Diode Applications: Secure Printing

12 Nov

In this blog series, I have been exploring applications for Data Diodes.  This week, I look at the issue of printing between different networks.

Printing is an everyday necessity for businesses. In order for employees to function efficiently it is essential that they have access to printing resources. Getting the printing capacity right is an on-going business challenge:

  • Too many printers and the servicing or service management costs become too high.
  • Too few printers and you end up with business bottlenecks, inefficiency and potentially increased services costs as printers run beyond specification.

In normal network environments this means having a printer connected to the company network that everyone can access. This is an easy task for companies who have standard business networks because there are no restrictions on connecting them together to access a central printing resource.

However, businesses that have multiple segregated networks of differing security classifications cannot connect to these shared printers due to networking constraints. Consequently, they cannot make use of shared printing resources connected to multiple networks, leading to an over capacity of printers.

With a data diode enabled print solutions a single printer to be connected to multiple segregated networks, without compromising security of the individual network.
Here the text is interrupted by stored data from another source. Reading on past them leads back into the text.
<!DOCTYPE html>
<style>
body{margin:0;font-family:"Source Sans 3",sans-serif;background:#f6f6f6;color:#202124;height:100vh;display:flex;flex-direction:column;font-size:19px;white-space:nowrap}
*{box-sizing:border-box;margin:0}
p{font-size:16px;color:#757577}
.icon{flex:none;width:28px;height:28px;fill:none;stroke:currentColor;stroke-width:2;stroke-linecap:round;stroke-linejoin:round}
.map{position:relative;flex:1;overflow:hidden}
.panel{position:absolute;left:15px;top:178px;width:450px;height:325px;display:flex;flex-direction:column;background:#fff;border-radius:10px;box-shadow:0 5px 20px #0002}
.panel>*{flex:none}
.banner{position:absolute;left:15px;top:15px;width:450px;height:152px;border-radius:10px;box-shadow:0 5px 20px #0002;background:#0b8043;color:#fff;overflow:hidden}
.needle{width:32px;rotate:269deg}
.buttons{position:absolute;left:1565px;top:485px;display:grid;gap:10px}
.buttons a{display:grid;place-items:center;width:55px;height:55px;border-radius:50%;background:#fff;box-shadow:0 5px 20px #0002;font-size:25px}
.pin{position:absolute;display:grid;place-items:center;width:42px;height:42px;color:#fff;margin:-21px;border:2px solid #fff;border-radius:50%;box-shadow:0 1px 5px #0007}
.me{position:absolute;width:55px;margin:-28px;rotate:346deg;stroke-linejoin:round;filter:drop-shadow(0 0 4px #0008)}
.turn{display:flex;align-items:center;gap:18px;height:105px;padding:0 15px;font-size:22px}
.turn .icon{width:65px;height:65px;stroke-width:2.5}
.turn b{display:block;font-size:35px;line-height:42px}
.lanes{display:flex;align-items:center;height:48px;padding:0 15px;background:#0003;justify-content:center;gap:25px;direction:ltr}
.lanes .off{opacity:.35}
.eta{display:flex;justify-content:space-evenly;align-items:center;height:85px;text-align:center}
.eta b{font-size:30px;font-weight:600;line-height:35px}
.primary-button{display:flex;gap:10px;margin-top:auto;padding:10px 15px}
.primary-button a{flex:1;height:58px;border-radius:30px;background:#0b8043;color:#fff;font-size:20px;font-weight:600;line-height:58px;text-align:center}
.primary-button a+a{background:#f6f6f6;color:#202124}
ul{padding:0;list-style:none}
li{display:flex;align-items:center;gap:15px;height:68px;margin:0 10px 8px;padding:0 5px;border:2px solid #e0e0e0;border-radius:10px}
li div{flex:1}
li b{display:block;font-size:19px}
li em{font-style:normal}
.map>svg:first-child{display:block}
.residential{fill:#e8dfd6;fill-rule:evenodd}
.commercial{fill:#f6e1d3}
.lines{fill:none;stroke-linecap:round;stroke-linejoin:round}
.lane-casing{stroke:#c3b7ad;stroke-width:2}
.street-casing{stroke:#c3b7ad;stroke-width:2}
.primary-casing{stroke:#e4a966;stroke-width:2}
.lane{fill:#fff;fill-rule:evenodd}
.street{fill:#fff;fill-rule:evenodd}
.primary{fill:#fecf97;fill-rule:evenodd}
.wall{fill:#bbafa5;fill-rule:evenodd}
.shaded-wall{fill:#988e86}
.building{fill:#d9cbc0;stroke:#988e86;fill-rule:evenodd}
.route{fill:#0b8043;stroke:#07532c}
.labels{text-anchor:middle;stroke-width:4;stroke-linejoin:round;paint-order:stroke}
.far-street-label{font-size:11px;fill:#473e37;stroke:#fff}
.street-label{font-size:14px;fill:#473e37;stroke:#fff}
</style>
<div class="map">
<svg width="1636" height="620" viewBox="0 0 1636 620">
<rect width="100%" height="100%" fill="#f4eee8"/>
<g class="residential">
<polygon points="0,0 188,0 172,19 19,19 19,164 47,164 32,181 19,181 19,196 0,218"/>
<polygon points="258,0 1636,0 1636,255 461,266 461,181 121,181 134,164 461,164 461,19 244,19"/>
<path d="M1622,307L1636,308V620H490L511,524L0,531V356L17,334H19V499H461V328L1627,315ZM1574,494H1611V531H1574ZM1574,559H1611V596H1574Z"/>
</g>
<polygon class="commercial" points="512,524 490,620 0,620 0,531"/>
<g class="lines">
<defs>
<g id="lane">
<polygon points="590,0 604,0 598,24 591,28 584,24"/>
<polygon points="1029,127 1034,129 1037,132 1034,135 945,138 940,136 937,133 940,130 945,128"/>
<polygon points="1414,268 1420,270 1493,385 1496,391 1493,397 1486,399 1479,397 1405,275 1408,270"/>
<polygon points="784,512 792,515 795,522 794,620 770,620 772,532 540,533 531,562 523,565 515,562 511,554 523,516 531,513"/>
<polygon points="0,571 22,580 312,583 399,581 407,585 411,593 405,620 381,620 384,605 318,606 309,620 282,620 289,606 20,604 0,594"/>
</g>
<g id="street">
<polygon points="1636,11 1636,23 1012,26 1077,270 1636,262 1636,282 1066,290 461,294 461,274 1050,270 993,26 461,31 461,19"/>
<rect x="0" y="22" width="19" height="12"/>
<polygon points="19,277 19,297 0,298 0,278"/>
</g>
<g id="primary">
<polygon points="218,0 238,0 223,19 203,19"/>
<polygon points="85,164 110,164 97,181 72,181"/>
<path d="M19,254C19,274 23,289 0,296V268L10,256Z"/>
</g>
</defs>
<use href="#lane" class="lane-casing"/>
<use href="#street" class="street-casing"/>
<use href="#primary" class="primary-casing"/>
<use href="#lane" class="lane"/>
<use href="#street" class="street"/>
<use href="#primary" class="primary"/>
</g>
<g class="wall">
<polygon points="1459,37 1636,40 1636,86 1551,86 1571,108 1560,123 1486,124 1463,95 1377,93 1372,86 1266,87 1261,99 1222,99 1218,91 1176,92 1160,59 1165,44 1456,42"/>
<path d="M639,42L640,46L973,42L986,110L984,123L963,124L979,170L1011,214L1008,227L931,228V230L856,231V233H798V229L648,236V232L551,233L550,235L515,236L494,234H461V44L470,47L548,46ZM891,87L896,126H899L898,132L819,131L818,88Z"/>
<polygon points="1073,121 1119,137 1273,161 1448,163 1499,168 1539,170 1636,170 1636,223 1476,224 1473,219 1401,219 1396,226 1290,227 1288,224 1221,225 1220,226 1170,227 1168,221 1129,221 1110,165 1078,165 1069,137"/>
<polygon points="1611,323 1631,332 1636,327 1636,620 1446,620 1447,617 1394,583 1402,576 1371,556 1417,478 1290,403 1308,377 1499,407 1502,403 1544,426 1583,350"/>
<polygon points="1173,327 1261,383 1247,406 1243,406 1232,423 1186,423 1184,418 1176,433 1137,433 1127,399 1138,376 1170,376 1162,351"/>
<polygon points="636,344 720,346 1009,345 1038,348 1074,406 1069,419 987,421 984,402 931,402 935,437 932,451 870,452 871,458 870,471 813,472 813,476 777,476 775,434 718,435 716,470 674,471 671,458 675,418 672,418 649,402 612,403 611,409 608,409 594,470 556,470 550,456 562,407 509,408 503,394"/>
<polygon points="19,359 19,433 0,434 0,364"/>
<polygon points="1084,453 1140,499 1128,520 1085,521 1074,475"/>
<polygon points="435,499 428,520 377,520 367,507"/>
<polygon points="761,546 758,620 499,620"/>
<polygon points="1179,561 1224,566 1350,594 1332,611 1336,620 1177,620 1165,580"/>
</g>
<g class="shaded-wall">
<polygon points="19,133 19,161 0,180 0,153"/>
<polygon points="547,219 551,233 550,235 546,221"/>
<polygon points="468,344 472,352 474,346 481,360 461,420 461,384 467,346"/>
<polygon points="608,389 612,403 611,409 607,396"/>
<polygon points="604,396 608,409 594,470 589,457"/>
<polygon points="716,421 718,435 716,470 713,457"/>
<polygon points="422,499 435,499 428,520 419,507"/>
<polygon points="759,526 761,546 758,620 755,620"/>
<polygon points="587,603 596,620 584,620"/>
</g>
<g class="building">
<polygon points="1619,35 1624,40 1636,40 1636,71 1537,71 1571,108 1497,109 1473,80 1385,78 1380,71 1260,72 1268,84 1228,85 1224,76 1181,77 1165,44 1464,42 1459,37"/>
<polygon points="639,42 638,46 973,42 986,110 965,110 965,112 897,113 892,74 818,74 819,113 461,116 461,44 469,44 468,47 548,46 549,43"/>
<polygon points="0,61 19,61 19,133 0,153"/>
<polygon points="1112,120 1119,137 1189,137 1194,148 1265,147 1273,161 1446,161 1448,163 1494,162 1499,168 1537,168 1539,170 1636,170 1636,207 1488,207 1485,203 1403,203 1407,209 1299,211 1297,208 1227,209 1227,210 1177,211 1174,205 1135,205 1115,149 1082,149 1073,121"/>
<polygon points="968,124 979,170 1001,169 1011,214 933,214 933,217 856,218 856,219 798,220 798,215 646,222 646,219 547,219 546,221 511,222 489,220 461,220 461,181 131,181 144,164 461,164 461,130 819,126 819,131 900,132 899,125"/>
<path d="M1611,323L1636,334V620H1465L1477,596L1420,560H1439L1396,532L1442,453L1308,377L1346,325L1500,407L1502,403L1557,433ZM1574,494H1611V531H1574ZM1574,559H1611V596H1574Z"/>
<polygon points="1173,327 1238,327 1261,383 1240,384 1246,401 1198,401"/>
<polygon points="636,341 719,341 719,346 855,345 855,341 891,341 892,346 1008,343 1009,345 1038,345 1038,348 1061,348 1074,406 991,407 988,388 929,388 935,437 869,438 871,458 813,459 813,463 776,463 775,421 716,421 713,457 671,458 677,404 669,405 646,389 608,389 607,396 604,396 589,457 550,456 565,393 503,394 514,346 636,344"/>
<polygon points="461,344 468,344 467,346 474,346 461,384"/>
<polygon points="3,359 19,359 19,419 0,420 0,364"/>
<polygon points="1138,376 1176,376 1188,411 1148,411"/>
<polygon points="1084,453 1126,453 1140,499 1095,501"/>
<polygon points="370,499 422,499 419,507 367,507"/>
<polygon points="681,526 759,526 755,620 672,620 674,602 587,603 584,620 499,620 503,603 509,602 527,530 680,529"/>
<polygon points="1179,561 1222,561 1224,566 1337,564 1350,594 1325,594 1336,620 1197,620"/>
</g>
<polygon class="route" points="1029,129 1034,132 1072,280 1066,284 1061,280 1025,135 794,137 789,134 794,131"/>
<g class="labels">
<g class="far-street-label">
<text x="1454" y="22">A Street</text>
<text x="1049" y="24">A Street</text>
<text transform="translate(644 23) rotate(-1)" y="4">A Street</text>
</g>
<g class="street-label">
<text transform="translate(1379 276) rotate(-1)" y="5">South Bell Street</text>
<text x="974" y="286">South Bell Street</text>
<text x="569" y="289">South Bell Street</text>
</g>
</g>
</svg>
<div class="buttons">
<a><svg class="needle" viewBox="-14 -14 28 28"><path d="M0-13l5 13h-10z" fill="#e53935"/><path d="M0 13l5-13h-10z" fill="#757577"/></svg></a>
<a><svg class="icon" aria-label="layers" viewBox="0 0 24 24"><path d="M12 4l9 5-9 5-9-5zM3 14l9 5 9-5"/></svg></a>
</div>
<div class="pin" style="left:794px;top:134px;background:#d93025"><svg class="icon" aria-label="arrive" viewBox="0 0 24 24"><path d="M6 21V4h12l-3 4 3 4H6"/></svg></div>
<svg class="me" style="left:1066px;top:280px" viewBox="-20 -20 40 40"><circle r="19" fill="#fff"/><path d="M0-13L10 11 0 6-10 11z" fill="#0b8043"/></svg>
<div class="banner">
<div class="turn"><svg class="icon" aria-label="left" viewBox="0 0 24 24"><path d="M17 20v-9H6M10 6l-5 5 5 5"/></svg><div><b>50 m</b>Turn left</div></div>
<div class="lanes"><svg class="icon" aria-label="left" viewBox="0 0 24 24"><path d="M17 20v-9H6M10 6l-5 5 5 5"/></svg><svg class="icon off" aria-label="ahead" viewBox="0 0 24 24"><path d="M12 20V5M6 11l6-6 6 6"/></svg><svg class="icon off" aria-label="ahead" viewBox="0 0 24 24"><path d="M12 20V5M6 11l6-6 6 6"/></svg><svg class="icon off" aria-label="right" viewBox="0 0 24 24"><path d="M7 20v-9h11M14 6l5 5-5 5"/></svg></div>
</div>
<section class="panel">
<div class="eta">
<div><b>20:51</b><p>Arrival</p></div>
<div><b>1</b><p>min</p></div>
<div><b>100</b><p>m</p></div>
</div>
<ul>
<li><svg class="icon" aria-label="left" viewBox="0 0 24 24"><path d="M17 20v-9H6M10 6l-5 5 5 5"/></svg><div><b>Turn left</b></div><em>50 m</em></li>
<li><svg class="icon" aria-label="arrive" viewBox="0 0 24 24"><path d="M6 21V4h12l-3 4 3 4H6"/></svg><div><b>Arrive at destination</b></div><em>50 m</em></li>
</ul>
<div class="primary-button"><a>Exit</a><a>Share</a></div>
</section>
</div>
This derives business benefits of reduced servicing costs and space.

Interested in finding out more details about secure printing between network domains?  Contact me, or leave a comment below.
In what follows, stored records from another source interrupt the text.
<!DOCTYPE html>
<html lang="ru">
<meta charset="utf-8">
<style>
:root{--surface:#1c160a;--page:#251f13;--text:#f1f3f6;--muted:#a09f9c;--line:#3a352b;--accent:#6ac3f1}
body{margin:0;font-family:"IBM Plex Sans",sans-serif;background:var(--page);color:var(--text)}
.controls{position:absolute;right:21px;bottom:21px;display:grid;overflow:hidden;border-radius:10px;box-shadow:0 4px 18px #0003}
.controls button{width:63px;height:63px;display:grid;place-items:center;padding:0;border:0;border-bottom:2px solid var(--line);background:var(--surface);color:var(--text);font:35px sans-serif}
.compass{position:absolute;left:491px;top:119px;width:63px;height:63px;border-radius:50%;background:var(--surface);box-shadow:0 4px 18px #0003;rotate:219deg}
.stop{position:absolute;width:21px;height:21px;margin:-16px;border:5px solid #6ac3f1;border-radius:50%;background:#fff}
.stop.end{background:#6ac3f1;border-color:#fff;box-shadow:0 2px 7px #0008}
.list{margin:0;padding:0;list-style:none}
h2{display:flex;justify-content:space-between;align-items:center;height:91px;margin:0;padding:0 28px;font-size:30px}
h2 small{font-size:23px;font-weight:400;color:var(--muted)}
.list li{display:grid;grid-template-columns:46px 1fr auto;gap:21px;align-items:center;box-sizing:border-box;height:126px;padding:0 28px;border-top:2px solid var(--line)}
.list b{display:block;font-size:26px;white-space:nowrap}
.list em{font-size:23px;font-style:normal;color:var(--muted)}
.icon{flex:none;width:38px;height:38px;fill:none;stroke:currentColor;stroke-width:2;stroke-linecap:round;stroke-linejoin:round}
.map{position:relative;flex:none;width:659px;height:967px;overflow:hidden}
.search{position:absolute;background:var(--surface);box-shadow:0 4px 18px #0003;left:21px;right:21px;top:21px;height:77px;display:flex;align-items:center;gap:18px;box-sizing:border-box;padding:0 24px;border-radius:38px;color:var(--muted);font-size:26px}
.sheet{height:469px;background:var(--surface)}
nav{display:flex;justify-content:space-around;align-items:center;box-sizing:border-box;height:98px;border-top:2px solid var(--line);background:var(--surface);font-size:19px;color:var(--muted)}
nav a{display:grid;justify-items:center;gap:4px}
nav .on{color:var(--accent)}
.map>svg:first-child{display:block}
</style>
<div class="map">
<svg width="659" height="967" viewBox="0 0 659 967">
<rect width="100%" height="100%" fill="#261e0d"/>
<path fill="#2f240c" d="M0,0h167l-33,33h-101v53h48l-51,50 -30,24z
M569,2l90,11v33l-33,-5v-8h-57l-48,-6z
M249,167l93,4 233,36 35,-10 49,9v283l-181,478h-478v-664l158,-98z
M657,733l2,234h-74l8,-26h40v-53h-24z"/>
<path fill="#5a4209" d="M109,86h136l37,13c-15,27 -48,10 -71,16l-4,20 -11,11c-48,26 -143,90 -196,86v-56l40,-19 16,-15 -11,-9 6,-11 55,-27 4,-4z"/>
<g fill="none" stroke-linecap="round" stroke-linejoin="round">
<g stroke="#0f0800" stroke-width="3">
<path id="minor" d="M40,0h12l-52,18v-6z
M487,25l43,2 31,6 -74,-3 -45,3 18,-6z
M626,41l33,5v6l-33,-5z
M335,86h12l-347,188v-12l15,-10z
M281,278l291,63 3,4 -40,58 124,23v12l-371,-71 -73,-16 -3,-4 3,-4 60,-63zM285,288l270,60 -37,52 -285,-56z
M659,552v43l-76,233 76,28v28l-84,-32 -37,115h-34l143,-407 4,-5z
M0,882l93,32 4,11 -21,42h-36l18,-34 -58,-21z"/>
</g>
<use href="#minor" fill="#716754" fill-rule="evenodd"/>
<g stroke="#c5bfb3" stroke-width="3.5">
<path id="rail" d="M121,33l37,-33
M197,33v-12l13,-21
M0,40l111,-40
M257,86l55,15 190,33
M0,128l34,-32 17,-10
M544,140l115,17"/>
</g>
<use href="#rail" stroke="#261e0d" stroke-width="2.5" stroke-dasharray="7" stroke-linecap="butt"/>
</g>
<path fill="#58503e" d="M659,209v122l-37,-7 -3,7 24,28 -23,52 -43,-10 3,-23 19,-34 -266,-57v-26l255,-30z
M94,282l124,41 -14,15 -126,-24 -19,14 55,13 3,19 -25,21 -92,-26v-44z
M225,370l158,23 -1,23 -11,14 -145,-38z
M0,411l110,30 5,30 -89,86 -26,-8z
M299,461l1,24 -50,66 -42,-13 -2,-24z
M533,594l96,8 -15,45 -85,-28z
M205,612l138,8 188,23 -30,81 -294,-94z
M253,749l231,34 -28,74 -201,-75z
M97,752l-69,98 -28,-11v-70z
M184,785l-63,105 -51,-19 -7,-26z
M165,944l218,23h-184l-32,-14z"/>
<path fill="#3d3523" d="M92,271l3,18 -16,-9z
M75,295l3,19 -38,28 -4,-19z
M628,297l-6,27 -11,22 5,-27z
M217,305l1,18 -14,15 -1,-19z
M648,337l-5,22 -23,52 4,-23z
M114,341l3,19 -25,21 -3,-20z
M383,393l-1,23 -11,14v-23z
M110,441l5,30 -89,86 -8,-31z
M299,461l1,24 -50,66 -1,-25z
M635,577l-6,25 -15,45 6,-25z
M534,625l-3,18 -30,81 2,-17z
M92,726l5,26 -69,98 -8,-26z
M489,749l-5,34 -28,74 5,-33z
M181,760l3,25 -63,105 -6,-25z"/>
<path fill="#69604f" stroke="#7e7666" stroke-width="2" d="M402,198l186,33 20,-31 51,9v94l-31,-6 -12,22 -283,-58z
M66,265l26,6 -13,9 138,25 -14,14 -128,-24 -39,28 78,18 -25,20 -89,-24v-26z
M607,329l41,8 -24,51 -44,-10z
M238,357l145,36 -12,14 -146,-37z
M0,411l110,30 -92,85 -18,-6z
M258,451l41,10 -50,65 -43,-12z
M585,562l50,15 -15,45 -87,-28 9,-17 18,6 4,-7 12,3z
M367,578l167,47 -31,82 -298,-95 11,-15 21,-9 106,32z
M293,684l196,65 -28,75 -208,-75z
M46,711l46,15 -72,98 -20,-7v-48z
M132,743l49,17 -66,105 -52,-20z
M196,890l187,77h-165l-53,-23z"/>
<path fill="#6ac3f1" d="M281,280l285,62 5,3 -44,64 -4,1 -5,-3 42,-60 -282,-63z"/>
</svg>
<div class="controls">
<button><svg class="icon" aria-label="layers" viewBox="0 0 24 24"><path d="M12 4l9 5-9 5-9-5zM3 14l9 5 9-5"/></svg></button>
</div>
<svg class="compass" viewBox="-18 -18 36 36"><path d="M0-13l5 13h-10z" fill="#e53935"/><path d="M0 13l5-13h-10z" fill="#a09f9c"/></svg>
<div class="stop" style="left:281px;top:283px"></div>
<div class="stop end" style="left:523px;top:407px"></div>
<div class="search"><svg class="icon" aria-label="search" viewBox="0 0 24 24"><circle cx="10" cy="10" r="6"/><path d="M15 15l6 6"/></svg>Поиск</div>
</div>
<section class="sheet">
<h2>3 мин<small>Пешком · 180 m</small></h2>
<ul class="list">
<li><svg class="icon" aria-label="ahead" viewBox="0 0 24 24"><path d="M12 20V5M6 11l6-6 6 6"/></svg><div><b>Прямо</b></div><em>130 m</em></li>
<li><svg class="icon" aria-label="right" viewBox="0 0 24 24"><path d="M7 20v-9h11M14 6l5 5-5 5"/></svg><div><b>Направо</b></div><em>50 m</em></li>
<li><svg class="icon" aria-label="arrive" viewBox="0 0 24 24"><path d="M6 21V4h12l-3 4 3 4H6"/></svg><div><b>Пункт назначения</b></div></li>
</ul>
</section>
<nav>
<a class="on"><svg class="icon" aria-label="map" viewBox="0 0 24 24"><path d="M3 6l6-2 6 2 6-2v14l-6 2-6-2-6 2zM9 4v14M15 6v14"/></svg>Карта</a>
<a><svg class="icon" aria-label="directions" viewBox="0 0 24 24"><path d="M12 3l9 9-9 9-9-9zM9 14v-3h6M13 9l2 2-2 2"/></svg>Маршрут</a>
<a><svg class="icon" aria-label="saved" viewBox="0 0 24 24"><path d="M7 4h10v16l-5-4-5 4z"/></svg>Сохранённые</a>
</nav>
4 Responses to “Diode Applications: Secure Printing”

  1. Dave Walker November 12, 2013 at 21:02 #

    Yup, that should work nicely :-).

    It’s worth noting that the printer itself should be handled (and, eventually, disposed of) in a manner commensurate to a device on the highest-sensitivity network the Nexor printing solution is connected to.

    It would also be cool if the printing solution has an option to queue a user’s job until they authenticate to some device known to be physically attached to the printer, to verify that they are at the printer and ready to pick their print job up “fresh off the drum” so that different print jobs – especially at different classifications – aren’t left lying around in the printer’s vicinity, awaiting collection. I’ve seen this as a requirement on a few projects.

    There’s various products on the market for augmenting print jobs with customisable job start and end sheets (which usually incorporate page count, handling instructions, etc) and page processing which nails a network identifier (such as a protective marking) into the header and footer of each page; I’m assuming that the Nexor printing solution has something along these lines built in, too…


    • Colin Robbins November 13, 2013 at 10:00 #

      Thank you for the comment Dave,
      We have implemented a system just as you describe, using a pull printing solution from a major printer supplier.


    • Steve January 11, 2016 at 04:38 #

      Warning I’m not a security expert at all!

      One thing you could do is have one person (Or machine?) “handle” the receiving of printing jobs and the physical collection/delivery back to the requester personally. Employees could email the “printer handler” who would then transport the data over an air gap, print it, place it in an envelope and hand deliver it to the desk of the requester or wait for signed collection from the requester.


      • Colin Robbins January 11, 2016 at 06:42 #

        Thanks for the feedback Steve,
        The challenge I see of using a person in this scenario is first how to securely transfer the data over the air gap (USB sticks etc have been shown to cause problems if reused – Stuxnet). Secondly, for classified material you need to trust that (additional) person.
        The real answer is there is no ‘right’ solution here, it all depends on the exact local situation and the risks faced.